9

Is there a common method to encode and decode arbitrary data so the encoded end result consists of numbers only - like base64_encode but without the letters?

Fictitious example:

$encoded = numbers_encode("Mary had a little lamb");

echo $encoded; // outputs e.g. 12238433742239423742322 (fictitious result)

$decoded = numbers_decode("12238433742239423742322");

echo $decoded; // outputs "Mary had a little lamb"
Pekka
  • 442,112
  • 142
  • 972
  • 1,088
  • 2
    A string is just a set of numbers that map to human readable characters. Tell us a little more about why you want to do something like this and you might get a good answer. Do you want to be able to convert the number back to the original string? If not, a Hashing function would probably suffice. – William Leader Jun 05 '10 at 21:18
  • 1
    @William in my current case, I want to convert a 16-character URL identifier that consists of numbers and letters (internal ID, looks ugly) into a "numbers only" representation to make it easier on the eye, for use as anchors to access different content blocks in a CMS. – Pekka Jun 05 '10 at 21:20
  • 1
    @Pekka: Your fictitious result seems a bit optimistic, doesn't it? It's one character shorter than the original string! ;-) – Andy E Jun 05 '10 at 21:24
  • 1
    @Andy E good point! The same thought crossed my mind. It's fictitious as in, hacking randomly on the keyboard without regard to length :) I'll add a few characters for good measure. – Pekka Jun 05 '10 at 21:26
  • I was just jesting, but I'm sure those extra two characters will have made all the difference ;-D – Andy E Jun 05 '10 at 21:34
  • 3
    @Andy hey, I don't just want encoding, I want compression to go with it! That goes without saying. And in four lines of PHP please. – Pekka Jun 05 '10 at 21:38
  • 1
    @Pekka, Searching high and low for your base8 equivalent but not coming up with much past ord(). Even in some other threads I've seen that approach (http://stackoverflow.com/questions/2634427/code-golf-numeric-equivalent-of-an-excel-column-name/2653617#2653617). I'll keep looking but I suspect unless you write your own hashing function you're stuck with ord() or string-to-hex-to-dec. – allnightgrocery Jun 05 '10 at 21:41
  • 1
    Why is digits only 'neater' than hexadecimal, or base64? – Nick Johnson Jun 05 '10 at 22:43
  • I don't think it's realistic to expect an alphabet of 10 characters to be able to perform compression and encoding on a string with an alphabet of 36 characters without watching the string expand in size. – Joel Etherton Jun 06 '10 at 02:05
  • 2
    @Joel I was joking, having given the fictitious number too few digits initially. – Pekka Jun 06 '10 at 09:59

4 Answers4

14

You can think of a (single byte character) string as a base-256 encoded number where "\x00" represents 0, ' ' (space, i.e., "\x20") represents 32 and so on until "\xFF", which represents 255.

A representation only with numbers 0-9 can be accomplished simply by changing the representation to base 10.

Note that "base64 encoding" is not actually a base conversion. base64 breaks the input into groups of 3 bytes (24 bits) and does the base conversion on those groups individually.

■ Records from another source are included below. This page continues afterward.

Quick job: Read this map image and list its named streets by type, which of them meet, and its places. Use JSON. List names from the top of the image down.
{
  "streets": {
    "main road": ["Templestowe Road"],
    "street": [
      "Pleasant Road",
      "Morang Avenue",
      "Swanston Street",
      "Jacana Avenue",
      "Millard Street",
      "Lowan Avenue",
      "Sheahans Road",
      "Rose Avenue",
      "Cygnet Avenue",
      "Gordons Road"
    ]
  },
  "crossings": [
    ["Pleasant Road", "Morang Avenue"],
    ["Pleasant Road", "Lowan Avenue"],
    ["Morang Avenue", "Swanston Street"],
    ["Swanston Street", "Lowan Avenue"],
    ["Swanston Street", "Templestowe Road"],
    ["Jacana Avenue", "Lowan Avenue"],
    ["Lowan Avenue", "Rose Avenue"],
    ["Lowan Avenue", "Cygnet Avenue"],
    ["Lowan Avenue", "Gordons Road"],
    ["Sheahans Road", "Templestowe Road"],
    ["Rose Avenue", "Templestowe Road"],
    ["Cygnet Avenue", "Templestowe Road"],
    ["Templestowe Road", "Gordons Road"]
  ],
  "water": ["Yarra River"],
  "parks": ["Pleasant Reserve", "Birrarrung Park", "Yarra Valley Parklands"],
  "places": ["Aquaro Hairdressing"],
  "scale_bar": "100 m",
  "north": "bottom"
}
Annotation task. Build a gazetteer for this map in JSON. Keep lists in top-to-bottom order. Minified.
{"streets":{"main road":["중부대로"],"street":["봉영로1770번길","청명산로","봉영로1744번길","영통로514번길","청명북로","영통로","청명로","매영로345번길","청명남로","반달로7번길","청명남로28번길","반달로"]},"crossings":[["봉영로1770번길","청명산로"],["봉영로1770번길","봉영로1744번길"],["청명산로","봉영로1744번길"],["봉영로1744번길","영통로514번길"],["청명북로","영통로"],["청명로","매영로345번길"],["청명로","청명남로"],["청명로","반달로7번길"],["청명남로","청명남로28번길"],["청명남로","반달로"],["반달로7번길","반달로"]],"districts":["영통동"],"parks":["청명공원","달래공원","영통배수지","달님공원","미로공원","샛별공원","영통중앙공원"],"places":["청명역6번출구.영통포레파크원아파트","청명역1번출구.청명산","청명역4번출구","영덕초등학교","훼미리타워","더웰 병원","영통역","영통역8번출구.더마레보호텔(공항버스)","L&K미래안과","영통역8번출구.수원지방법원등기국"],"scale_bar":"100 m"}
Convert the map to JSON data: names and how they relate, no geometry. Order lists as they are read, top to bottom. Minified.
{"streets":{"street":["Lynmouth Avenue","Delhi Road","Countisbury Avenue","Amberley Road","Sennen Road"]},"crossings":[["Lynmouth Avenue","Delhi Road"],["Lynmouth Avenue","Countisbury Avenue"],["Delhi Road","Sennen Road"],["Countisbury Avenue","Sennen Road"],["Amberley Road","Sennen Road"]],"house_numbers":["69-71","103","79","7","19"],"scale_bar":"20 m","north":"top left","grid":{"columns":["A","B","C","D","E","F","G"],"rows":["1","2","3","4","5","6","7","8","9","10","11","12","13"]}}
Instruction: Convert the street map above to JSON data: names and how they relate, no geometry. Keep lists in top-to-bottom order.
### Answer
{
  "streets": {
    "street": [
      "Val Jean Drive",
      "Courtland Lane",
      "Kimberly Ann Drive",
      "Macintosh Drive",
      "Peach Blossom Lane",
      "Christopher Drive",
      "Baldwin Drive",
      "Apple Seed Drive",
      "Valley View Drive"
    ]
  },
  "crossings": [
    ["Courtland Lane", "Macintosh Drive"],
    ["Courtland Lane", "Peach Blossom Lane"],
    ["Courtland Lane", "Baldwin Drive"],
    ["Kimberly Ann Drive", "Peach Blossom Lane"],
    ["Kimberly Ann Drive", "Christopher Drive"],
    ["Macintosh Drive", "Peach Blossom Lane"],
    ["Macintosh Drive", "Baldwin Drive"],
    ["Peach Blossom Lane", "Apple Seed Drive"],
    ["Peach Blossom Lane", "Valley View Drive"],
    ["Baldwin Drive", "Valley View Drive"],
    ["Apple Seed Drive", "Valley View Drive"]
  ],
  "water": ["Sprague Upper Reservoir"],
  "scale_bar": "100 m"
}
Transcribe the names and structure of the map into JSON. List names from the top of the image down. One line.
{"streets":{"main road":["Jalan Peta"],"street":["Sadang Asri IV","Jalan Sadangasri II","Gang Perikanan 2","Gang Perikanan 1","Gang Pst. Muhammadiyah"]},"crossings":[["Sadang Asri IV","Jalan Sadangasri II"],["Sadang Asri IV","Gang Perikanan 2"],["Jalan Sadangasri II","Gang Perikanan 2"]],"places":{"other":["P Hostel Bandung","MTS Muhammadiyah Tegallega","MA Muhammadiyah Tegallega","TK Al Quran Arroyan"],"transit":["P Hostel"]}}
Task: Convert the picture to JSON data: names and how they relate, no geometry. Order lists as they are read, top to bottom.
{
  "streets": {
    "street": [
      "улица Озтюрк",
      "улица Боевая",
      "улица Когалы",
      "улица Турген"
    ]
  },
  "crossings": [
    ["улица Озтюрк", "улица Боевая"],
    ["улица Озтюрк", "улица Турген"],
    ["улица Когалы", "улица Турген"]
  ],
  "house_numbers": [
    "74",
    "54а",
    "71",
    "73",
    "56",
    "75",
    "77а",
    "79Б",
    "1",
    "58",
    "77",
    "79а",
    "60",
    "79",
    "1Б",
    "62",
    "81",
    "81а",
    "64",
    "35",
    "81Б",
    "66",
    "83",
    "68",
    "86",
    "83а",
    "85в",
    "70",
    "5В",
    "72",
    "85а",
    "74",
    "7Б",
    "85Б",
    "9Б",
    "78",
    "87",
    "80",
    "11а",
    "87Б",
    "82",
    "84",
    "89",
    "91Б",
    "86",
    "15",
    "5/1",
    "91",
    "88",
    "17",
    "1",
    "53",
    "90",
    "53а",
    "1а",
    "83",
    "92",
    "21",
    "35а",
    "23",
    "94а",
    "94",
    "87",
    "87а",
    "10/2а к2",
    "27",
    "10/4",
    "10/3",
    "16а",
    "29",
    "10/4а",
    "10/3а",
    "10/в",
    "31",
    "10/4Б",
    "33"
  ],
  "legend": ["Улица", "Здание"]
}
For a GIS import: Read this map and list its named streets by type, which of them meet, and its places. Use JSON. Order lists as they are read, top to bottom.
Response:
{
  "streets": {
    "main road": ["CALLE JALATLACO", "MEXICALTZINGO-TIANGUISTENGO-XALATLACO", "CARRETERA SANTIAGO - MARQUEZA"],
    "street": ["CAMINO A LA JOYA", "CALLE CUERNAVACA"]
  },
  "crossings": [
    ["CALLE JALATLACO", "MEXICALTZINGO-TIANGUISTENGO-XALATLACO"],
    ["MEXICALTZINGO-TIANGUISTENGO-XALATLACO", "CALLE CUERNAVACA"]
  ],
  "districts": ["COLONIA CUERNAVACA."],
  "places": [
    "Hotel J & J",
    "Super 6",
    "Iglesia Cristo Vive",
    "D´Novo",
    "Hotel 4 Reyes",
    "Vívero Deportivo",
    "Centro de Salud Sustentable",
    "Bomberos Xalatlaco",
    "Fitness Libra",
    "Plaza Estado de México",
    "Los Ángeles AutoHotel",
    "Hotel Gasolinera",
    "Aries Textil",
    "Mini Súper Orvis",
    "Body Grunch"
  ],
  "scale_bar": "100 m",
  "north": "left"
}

This works well because a number with 24 bits can be represented with four digits in base 64 (2^24 = 64^4).

This is more or less what el.pescado does – he splits the input data into 8-bit pieces and then converts the number into base 10. However, this technique has one disadvantage relatively to base 64 encoding – it does not align correctly with the byte boundary. To represent a number with 8-bits (0-255 when unsigned) we need three digits in base 10. However, the left-most digit has less information than the others. It can either be 0, 1 or 2 (for unsigned numbers).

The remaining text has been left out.